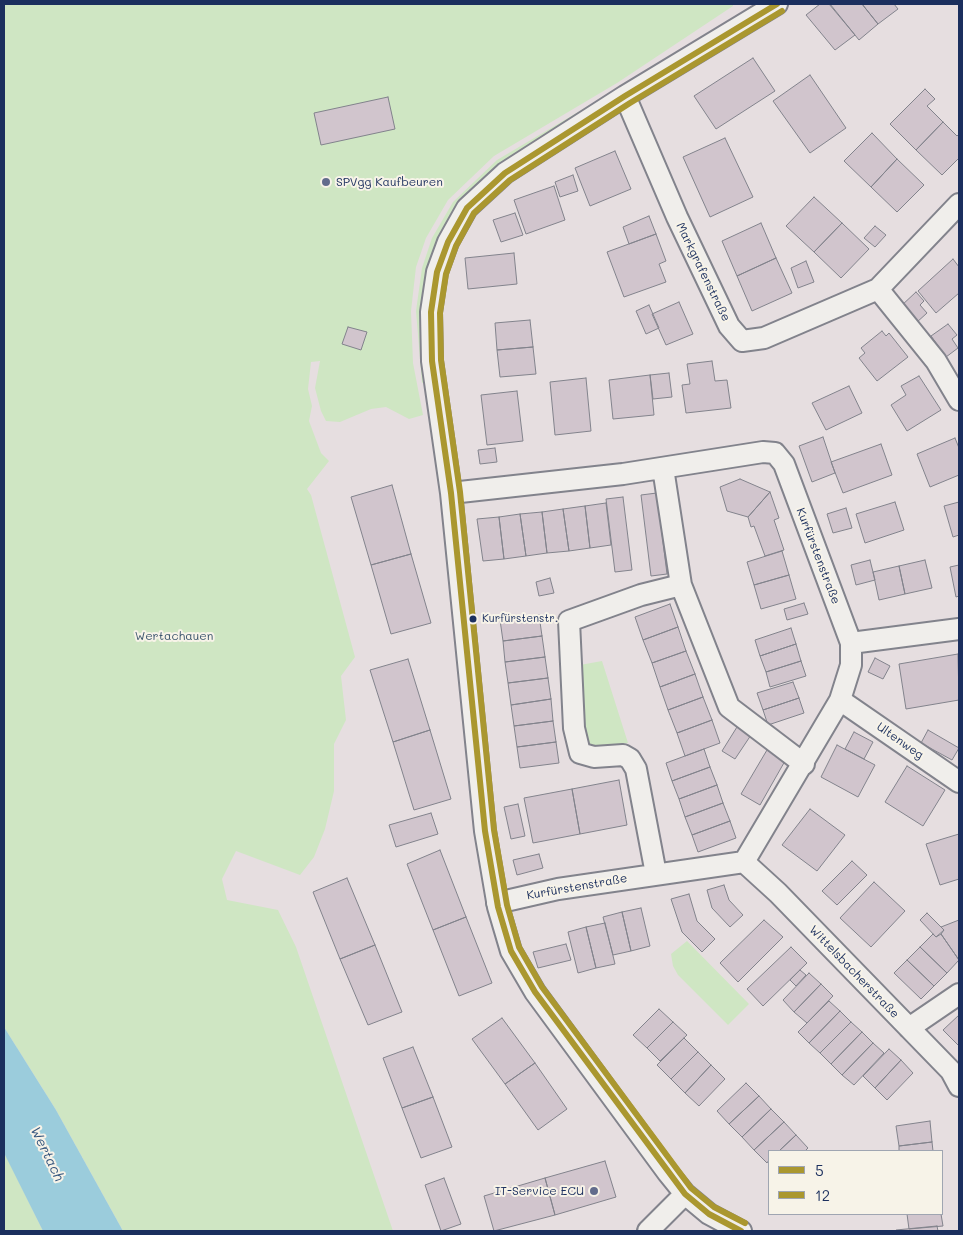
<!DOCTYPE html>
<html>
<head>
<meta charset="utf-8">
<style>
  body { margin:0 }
  #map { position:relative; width:963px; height:1235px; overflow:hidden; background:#e6dee0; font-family:Mali,sans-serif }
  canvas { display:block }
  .frame { position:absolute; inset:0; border:5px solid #1b2f5e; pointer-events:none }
  .legend { position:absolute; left:768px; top:1150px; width:175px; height:65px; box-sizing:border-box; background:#f7f3e8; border:1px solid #9fa5b1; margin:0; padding:6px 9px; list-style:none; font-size:15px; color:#1b2f5e }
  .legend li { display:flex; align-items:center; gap:10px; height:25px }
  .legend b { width:25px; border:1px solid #9fa5b1 }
</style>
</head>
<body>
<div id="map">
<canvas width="963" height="1235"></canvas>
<div class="frame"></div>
<ul class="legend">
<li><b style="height:6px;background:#aa972f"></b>5</li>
<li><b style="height:6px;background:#aa972f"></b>12</li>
</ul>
</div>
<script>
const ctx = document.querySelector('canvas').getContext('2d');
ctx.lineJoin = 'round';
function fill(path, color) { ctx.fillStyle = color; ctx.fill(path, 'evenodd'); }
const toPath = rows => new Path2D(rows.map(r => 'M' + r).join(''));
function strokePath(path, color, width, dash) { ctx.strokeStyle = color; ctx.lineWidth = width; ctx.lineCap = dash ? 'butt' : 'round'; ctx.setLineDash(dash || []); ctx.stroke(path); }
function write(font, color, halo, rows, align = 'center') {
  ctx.font = font + ' Mali,sans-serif'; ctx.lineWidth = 4; ctx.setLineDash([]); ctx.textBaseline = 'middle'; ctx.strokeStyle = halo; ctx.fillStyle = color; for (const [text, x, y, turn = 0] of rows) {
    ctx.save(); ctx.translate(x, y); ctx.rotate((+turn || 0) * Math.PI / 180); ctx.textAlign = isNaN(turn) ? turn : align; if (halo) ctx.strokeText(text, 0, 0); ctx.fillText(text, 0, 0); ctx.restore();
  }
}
fill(toPath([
  [4,4,733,4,733,6,617,83,494,156,448,200,426,238,416,267,411,311,413,363,423,415,409,419,386,407,371,409,340,422,326,421,321,411,315,388,320,361,311,362,308,389,312,406,309,421,321,453,329,461,307,489,311,495,355,657,341,676,346,720,334,744,334,791,325,829,314,857,300,875,236,851,222,879,227,900,278,910,296,947,393,1231,123,1231,56,1110,4,1027],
  [617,89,620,93,457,205,438,239,427,269,421,313,426,382,422,383,416,311,422,268,432,238,453,202,497,160],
  [602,661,628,743,594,748,588,742,583,724,580,665],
  [687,941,749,1004,728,1025,678,975,673,966,671,954],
  [4,1153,8,1160,43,1231,4,1231]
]), '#cfe6c3');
fill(toPath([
  [4,1027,56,1110,123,1231,43,1231,4,1153]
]), '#9bccdc');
const building = toPath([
  [820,4,829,4,855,35,835,50,806,15,820,4],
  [830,4,862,4,878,24,859,40,830,4],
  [862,4,894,4,898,9,878,24,862,4],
  [753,58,775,91,716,129,694,96,753,58],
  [810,75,846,128,810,153,773,101,810,75],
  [925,89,935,99,927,106,943,122,916,150,890,124,925,89],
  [388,97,395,129,321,145,314,113,388,97],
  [943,122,957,136,959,134,959,158,942,175,916,150,943,122],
  [872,133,897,159,871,187,844,161,872,133],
  [725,138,753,197,710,217,683,157,725,138],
  [615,151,631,189,590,206,575,168,615,151],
  [897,159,924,185,897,212,871,187,897,159],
  [573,175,578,191,560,197,555,182,573,175],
  [554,186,565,220,526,234,514,200,554,186],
  [814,197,842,223,814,252,786,226,814,197],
  [515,213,523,235,501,242,493,220,515,213],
  [649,216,656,234,629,244,623,227,649,216],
  [761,223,776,258,737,276,722,241,761,223],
  [842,223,869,249,841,278,814,252,842,223],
  [875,226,886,235,875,247,864,238,875,226],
  [656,234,666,261,659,264,666,282,624,297,607,252,656,234],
  [514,253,517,284,468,289,465,258,514,253],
  [776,258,792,293,752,311,737,276,776,258],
  [953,259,959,267,959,293,936,313,918,291,953,259],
  [806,261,814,282,798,288,791,268,806,261],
  [916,292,924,301,920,305,927,313,916,323,901,306,916,292],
  [679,302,693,334,666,345,652,314,679,302],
  [649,305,659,328,646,334,636,311,649,305],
  [530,320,533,347,497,350,495,323,530,320],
  [948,324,957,335,952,339,958,348,946,357,931,336,948,324],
  [348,327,367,332,361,350,342,344,348,327],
  [882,331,886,336,889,333,908,357,877,381,859,358,865,353,861,348,882,331],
  [533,347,536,374,500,377,497,350,533,347],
  [712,361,715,381,727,380,731,408,686,413,682,385,690,384,687,364,712,361],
  [669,373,672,397,653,399,650,375,669,373],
  [650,375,654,415,613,419,609,380,650,375],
  [919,376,941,410,907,431,891,405,906,395,901,386,919,376],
  [586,378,591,431,555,435,550,382,586,378],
  [849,386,862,413,826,430,812,403,849,386],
  [517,391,523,441,487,445,481,395,517,391],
  [823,437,835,473,812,482,799,446,823,437],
  [955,438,959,448,959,475,930,487,917,454,955,438],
  [881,444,892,475,843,493,831,462,881,444],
  [495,448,497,462,480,464,478,450,495,448],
  [740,479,770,492,748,517,727,511,720,487,740,479],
  [392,485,411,554,371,565,351,497,392,485],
  [770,492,779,518,774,520,784,550,765,556,754,526,751,527,748,517,770,492],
  [657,493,667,574,651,576,641,495,657,493],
  [623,497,632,570,615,572,606,499,623,497],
  [895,502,904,530,865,543,856,514,895,502],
  [959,502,959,535,953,537,944,506,959,502],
  [606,503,611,545,590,548,585,506,606,503],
  [585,506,590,548,569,551,563,509,585,506],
  [846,508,852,528,833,533,827,514,846,508],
  [563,509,569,551,547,553,542,512,563,509],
  [542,512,547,553,526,556,520,514,542,512],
  [520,514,526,556,504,559,499,517,520,514],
  [499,517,504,559,483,561,477,519,499,517],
  [782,551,789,575,754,585,747,562,782,551],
  [411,554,431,623,391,634,371,565,411,554],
  [870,560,875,580,856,585,851,565,870,560],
  [925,560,932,588,905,594,899,566,925,560],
  [959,565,959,596,956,597,950,567,959,565],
  [899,566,905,594,879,600,873,572,899,566],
  [789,575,796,599,761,609,754,585,789,575],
  [550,578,554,593,539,596,536,582,550,578],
  [804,603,808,614,787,620,784,609,804,603],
  [670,604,678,627,643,640,635,617,670,604],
  [539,615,542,636,503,641,500,620,539,615],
  [678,627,686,651,652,663,643,640,678,627],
  [791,628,796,644,760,656,755,640,791,628],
  [542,636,545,657,505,662,503,641,542,636],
  [796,644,801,661,766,672,760,656,796,644],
  [686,651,695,674,660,687,652,663,686,651],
  [958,654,959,700,906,709,899,664,958,654],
  [545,657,548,678,508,683,505,662,545,657],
  [875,658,890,666,883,679,868,672,875,658],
  [408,659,430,730,393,742,370,670,408,659],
  [801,661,806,676,770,687,766,672,801,661],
  [695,674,703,697,668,710,660,687,695,674],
  [548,678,551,699,511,705,508,683,548,678],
  [793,682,799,698,763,710,757,693,793,682],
  [703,697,712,720,677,733,668,710,703,697],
  [799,698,804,713,768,725,763,710,799,698],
  [551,699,553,721,514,726,511,705,551,699],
  [712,720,720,743,685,756,677,733,712,720],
  [553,721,556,742,517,747,514,726,553,721],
  [737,727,751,735,735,759,722,751,737,727],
  [430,730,451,799,414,810,393,742,430,730],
  [928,730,959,748,952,760,921,743,928,730],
  [854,732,873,742,864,759,845,749,854,732],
  [556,742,559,763,520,768,517,747,556,742],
  [837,745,875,765,858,797,821,777,837,745],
  [704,749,710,767,672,781,666,763,704,749],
  [767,750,785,761,760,805,741,794,767,750],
  [907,766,945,790,923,826,885,802,907,766],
  [710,767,717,785,679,799,672,781,710,767],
  [619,780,627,825,580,834,572,789,619,780],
  [717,785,723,803,685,817,679,799,717,785],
  [572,789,580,834,533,843,524,798,572,789],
  [723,803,730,821,692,835,685,817,723,803],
  [518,804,525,836,511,839,504,807,518,804],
  [810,809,845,835,817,871,782,845,810,809],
  [431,813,438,834,396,847,389,825,431,813],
  [730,821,736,838,698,852,692,835,730,821],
  [959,834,959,879,940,885,926,844,959,834],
  [440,850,466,917,433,930,407,864,440,850],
  [539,854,543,868,517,875,513,860,539,854],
  [852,861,867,875,837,905,822,891,852,861],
  [347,878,375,945,340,959,313,892,347,878],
  [874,882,905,911,871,947,840,918,874,882],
  [724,885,729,900,743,915,730,927,712,908,707,890,724,885],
  [689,894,697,921,715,939,702,952,682,932,671,899,689,894],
  [641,908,650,946,631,951,622,912,641,908],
  [622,912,631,951,613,955,603,917,622,912],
  [927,913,944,930,936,937,920,920,927,913],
  [466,917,492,983,459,996,433,930,466,917],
  [764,920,783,937,738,982,720,963,764,920],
  [959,920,959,960,941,934,944,930,941,927,959,920],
  [605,923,615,964,596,968,586,927,605,923],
  [586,927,596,968,578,973,568,932,586,927],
  [933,934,936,937,941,934,959,960,947,973,920,947,933,934],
  [566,944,571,960,538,968,533,952,566,944],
  [375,945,402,1012,368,1025,340,959,375,945],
  [791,947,807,963,763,1006,747,989,791,947],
  [920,947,947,973,934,986,907,960,920,947],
  [907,960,934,986,921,999,894,973,907,960],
  [800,970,806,975,796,986,790,980,800,970],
  [809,973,821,984,794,1012,783,1000,809,973],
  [821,984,833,996,807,1023,794,1012,821,984],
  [829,1001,840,1011,809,1043,798,1032,829,1001],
  [659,1009,673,1022,647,1048,633,1035,659,1009],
  [840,1011,851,1022,820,1053,809,1043,840,1011],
  [959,1015,959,1046,943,1030,959,1015],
  [502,1018,535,1063,505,1084,472,1039,502,1018],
  [673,1022,687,1035,660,1061,647,1048,673,1022],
  [851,1022,862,1032,831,1064,820,1053,851,1022],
  [862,1032,873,1043,842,1075,831,1064,862,1032],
  [684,1038,698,1052,671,1079,657,1065,684,1038],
  [873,1043,884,1053,854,1085,842,1075,873,1043],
  [413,1047,433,1097,402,1108,383,1058,413,1047],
  [889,1049,901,1060,875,1088,863,1076,889,1049],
  [698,1052,711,1065,685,1093,671,1079,698,1052],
  [901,1060,913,1073,887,1100,875,1088,901,1060],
  [535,1063,567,1109,538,1130,505,1084,535,1063],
  [711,1065,725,1079,699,1106,685,1093,711,1065],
  [746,1083,759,1096,729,1124,717,1111,746,1083],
  [759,1096,771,1109,742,1137,729,1124,759,1096],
  [433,1097,452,1147,421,1158,402,1108,433,1097],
  [771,1109,784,1122,754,1150,742,1137,771,1109],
  [930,1121,932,1142,899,1146,896,1126,930,1121],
  [784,1122,796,1135,779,1151,769,1151,769,1160,767,1163,754,1150,784,1122],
  [796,1135,808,1148,805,1151,779,1151,796,1135],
  [932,1142,933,1151,899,1151,899,1146,932,1142],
  [605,1161,616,1197,555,1215,545,1178,605,1161],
  [444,1178,461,1224,441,1231,425,1185,444,1178],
  [545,1178,555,1215,494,1231,484,1196,545,1178],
  [907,1214,941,1214,943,1226,909,1229,907,1214],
  [937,1226,938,1231,896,1231,896,1230,937,1226]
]);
fill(building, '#d1c5cd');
strokePath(building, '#82838c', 1);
const street = toPath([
  [625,96,677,217,729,326,742,341,764,338,878,289,959,204],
  [878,289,936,361,959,400],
  [663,468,681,585,729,707,804,764],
  [451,493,623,474,763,452,775,453,784,464,851,643,851,665,840,700,744,862],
  [851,643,959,629],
  [840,700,959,782],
  [744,862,778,893,951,1071,959,1086],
  [656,874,636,769,630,759,623,755,594,757,580,753,574,728,569,621,641,595,681,585],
  [497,903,558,889,744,862],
  [909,1028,959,994],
  [648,1231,685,1194],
  [741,1231,709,1214,685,1194,668,1173,535,992,511,951,498,907,485,831,451,493,432,361,431,312,437,272,448,242,467,208,505,173,625,96,777,4]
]);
strokePath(street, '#82838c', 24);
strokePath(street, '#f0eeeb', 20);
strokePath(toPath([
  [741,1231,709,1214,685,1194,535,992,511,951,498,907,485,831,451,493,432,361,431,312,437,272,448,242,467,208,505,173,625,96,777,4]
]), '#aa972f', 6);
strokePath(toPath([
  [745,1223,714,1207,691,1188,542,987,519,947,507,905,494,830,460,492,441,360,440,313,446,274,456,246,474,213,510,180,630,103,782,11]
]), '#aa972f', 6);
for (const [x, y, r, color] of [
  [326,182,5,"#626c8c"],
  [473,619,4.5,"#1b2f5e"],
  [594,1191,5,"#626c8c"]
]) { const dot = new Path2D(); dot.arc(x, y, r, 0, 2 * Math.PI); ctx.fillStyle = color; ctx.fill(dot); strokePath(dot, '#f7f3e8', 2); }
write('11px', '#1b2f5e', '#f7f3e8', [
  ["Kurfürstenstr.",482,619]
], 'left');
write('12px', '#1b2f5e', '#f7f3e8', [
  ["SPVgg Kaufbeuren",336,182],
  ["IT-Service ECU",584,1191,"right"]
], 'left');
write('12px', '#1b2f5e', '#f7f3e8', [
  ["Markgrafenstraße",703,272,64],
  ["Kurfürstenstraße",818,556,69],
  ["Ultenweg",900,741,35],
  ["Kurfürstenstraße",577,887,-10],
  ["Wittelsbacherstraße",854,972,46]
]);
write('12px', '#3b556d', '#f7f3e8', [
  ["Wertachauen",174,636]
]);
write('italic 14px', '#33547d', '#f7f3e8', [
  ["Wertach",47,1154,64]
]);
</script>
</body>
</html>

# # # # #

Copy every line of the records above that contains "center".

■ **RESULT FOR THIS TASK**
  .legend li { display:flex; align-items:center; gap:10px; height:25px }
function write(font, color, halo, rows, align = 'center') {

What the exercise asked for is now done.